Shakespeare will also feature in cinemas with the Ralph Fiennes-directed production of Coriolanus.
"Shakespeare is probably the best known person in the world. His work is uniquely robust. It provides such an extraordinary palette from which to tell universal stories," said Heywood. While it is hard to come up with proof of Shakespeare's interest in competitive sport (wrestling in As You Like It perhaps, fencing and archery, yes, and maybe the gift of tennis balls in Henry V), for Heywood a Cultural Olympiad without the Bard was always unthinkable.
The die was cast for Stratford when Boyd met Jude Kelly, the creator of London's cultural bid for the Games and she asked him to consider producing a Shakespeare festival.
"I thought London would never get the Olympics," recalled Boyd. "Then in July 2005 I heard the Red Arrows flying overhead and I thought, 'Oh my God, we have!"'
In 2006 Boyd shepherded the company's year-long Complete Works festival, but he remains in awe of 2012.
"It is in danger of being the largest performance arts festival that has ever happened anywhere," he said. He and his team have commissioned thousands of performers, with a vast geographical reach.
The festival already embraces events in London, Birmingham, Newcastle/Gateshead and Edinburgh, but it will also work with companies visiting from all over the globe.
Applications for Boyd's job close early next month but he is not sure the festival should be seen as his Shakespearean swansong.

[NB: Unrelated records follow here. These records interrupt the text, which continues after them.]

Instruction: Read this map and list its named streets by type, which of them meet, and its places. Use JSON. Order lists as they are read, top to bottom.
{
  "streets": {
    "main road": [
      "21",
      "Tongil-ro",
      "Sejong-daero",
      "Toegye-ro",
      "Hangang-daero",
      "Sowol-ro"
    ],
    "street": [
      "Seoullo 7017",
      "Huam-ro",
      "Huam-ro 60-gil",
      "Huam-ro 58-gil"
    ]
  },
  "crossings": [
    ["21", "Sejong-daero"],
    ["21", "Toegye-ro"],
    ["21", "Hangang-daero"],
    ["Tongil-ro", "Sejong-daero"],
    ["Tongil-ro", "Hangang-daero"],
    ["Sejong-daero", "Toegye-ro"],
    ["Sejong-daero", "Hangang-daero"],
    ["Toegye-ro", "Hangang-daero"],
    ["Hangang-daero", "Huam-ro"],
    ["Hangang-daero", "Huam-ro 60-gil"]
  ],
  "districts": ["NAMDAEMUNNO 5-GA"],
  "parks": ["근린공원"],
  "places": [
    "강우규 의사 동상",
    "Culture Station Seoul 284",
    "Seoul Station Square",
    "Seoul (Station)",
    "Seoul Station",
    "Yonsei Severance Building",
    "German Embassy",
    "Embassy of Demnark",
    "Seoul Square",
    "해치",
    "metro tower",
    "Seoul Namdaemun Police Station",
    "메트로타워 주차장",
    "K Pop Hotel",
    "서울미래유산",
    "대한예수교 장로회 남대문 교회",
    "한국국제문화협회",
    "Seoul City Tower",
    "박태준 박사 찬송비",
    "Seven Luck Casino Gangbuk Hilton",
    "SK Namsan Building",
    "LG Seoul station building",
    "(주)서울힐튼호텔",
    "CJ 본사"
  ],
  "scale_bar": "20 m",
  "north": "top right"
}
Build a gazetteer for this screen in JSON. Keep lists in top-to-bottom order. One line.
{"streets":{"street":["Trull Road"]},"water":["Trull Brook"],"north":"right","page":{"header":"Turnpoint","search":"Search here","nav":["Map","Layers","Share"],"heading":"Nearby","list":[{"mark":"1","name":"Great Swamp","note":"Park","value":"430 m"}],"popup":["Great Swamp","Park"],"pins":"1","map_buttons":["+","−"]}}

"No, it's a flight of swans going down the river. And a stimulus for the next generation, I hope."
The celebration will pivot on Shakespeare's birthday - which also happens to be St George's Day - when, as Geraldine Collinge, the director of events and exhibitions at the RSC, explained, a version of Womad, the international music festival, will arrive on the banks of the Avon:
"It is going to be challenging, as the festival will run for such a sustained period, but we are getting there."
Boyd is to work most directly on a production of Pericles - a difficult play, but one of the director's favourites. He is passionate about the company's responsibility to schoolchildren.
"Shakespeare is not just for private schools. There is no getting around the fact it is difficult, but when children perform it, they conquer it and that means they own a bit of high-status culture. There is a confidence then, and a pride that leaks even into their maths," he said.
Once the snow melts and spring arrives in Stratford, then, complete with festival tea towels, but mostly with Shakespeare's potent ideas, the festival looks likely to match the promise of sonnet 98:
"When proud-pied April, dressed in all his trim / Hath put a spirit of youth in every thing."